● **Your task**
Copy each line of the entries beneath that contains the word "button".

● **Supplied records**
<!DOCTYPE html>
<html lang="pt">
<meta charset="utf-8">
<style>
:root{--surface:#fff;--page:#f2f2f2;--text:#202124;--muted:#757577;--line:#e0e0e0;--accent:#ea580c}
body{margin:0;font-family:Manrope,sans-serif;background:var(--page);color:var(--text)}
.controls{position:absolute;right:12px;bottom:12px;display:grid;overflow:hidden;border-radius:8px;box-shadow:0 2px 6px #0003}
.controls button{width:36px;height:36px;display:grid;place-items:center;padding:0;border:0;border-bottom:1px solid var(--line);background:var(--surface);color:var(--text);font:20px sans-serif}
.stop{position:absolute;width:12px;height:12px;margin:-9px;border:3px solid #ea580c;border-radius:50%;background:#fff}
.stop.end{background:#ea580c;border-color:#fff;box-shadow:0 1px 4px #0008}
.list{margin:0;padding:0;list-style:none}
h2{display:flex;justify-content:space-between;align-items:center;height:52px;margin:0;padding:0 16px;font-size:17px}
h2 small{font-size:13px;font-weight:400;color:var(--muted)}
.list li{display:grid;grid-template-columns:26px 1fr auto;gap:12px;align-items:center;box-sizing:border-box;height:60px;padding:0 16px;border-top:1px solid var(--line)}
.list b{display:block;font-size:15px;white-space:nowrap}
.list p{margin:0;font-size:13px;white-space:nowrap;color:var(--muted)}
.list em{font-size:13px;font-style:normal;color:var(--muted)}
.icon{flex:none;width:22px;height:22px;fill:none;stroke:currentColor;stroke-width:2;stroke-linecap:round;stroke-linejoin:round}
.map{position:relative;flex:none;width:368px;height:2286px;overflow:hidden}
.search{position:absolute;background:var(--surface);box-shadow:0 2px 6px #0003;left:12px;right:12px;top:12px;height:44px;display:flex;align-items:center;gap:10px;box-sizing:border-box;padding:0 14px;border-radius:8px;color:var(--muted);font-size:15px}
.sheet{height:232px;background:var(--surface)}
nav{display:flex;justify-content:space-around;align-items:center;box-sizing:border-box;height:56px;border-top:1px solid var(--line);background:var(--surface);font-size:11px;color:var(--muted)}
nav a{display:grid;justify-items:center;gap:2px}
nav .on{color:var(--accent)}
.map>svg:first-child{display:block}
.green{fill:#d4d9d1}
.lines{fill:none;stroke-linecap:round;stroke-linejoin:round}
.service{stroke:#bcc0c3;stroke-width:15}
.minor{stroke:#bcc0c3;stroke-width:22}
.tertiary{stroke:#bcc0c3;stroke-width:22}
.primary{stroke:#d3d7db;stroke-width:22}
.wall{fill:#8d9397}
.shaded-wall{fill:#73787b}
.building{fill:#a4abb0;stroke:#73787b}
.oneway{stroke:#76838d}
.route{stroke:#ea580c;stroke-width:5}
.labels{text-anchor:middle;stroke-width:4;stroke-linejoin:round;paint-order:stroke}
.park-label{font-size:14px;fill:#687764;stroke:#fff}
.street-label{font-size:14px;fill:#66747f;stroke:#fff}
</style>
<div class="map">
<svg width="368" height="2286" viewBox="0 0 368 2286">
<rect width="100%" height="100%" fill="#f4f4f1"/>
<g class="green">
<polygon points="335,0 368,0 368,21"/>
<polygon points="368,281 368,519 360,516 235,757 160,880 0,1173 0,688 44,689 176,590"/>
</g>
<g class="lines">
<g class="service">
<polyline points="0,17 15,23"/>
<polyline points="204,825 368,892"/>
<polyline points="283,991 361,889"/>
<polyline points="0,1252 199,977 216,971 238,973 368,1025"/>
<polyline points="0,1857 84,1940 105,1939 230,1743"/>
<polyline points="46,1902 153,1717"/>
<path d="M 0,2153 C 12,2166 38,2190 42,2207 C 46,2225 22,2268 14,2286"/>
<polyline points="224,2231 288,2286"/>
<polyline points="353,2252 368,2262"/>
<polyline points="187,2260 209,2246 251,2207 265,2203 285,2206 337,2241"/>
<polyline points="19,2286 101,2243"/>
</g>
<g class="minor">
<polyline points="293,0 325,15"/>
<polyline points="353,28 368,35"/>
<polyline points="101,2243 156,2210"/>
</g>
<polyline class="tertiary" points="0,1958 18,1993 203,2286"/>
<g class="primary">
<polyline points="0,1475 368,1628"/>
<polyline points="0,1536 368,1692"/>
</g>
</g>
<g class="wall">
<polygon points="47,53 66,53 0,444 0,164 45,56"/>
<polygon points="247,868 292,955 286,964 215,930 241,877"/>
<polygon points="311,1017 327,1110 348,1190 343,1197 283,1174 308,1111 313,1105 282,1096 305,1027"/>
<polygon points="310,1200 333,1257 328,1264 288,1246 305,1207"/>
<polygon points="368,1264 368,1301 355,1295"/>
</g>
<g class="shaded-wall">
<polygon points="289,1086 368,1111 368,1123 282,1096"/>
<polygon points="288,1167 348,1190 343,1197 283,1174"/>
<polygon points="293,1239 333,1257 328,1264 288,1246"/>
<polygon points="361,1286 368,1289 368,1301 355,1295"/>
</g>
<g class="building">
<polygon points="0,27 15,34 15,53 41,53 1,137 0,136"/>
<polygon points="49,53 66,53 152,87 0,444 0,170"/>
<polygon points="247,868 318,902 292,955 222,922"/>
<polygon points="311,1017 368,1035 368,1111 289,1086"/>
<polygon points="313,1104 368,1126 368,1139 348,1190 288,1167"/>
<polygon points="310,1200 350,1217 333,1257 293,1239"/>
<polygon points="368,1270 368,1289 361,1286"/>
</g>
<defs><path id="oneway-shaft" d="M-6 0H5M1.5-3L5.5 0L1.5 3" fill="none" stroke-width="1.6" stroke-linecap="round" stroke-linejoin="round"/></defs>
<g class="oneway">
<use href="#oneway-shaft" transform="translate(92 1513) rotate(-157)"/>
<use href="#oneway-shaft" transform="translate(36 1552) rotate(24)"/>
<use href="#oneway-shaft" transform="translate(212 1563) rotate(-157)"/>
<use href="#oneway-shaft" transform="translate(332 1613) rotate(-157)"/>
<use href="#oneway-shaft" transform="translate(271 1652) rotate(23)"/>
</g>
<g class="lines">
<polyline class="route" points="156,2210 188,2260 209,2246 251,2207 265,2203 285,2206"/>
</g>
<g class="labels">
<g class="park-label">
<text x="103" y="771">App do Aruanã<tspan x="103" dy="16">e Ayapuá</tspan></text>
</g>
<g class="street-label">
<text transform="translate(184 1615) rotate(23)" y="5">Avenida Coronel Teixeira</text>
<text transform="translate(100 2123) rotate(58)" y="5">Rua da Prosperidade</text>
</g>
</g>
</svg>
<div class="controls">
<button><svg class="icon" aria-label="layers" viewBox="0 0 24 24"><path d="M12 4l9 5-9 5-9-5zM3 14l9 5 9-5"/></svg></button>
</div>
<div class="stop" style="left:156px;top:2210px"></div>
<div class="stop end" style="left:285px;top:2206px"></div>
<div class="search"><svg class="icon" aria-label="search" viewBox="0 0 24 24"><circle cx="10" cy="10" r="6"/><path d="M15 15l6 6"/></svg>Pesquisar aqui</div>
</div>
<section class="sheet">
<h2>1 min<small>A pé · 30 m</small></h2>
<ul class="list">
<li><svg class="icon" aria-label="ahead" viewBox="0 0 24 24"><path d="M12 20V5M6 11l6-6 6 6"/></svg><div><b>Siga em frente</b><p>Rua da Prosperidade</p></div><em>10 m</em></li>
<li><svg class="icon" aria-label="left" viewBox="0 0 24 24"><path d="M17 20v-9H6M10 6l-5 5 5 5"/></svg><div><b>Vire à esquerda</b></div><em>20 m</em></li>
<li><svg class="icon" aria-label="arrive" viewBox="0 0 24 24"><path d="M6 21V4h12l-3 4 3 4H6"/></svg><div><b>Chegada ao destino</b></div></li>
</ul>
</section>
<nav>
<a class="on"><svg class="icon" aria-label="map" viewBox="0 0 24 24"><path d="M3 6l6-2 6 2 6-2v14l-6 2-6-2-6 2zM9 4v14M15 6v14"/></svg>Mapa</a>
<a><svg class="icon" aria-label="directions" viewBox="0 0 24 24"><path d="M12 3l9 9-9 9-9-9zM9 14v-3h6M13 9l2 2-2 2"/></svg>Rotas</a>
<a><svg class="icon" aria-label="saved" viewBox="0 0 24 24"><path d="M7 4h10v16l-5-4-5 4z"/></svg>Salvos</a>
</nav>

● **Result of the task**
.controls button{width:36px;height:36px;display:grid;place-items:center;padding:0;border:0;border-bottom:1px solid var(--line);background:var(--surface);color:var(--text);font:20px sans-serif}
<button><svg class="icon" aria-label="layers" viewBox="0 0 24 24"><path d="M12 4l9 5-9 5-9-5zM3 14l9 5 9-5"/></svg></button>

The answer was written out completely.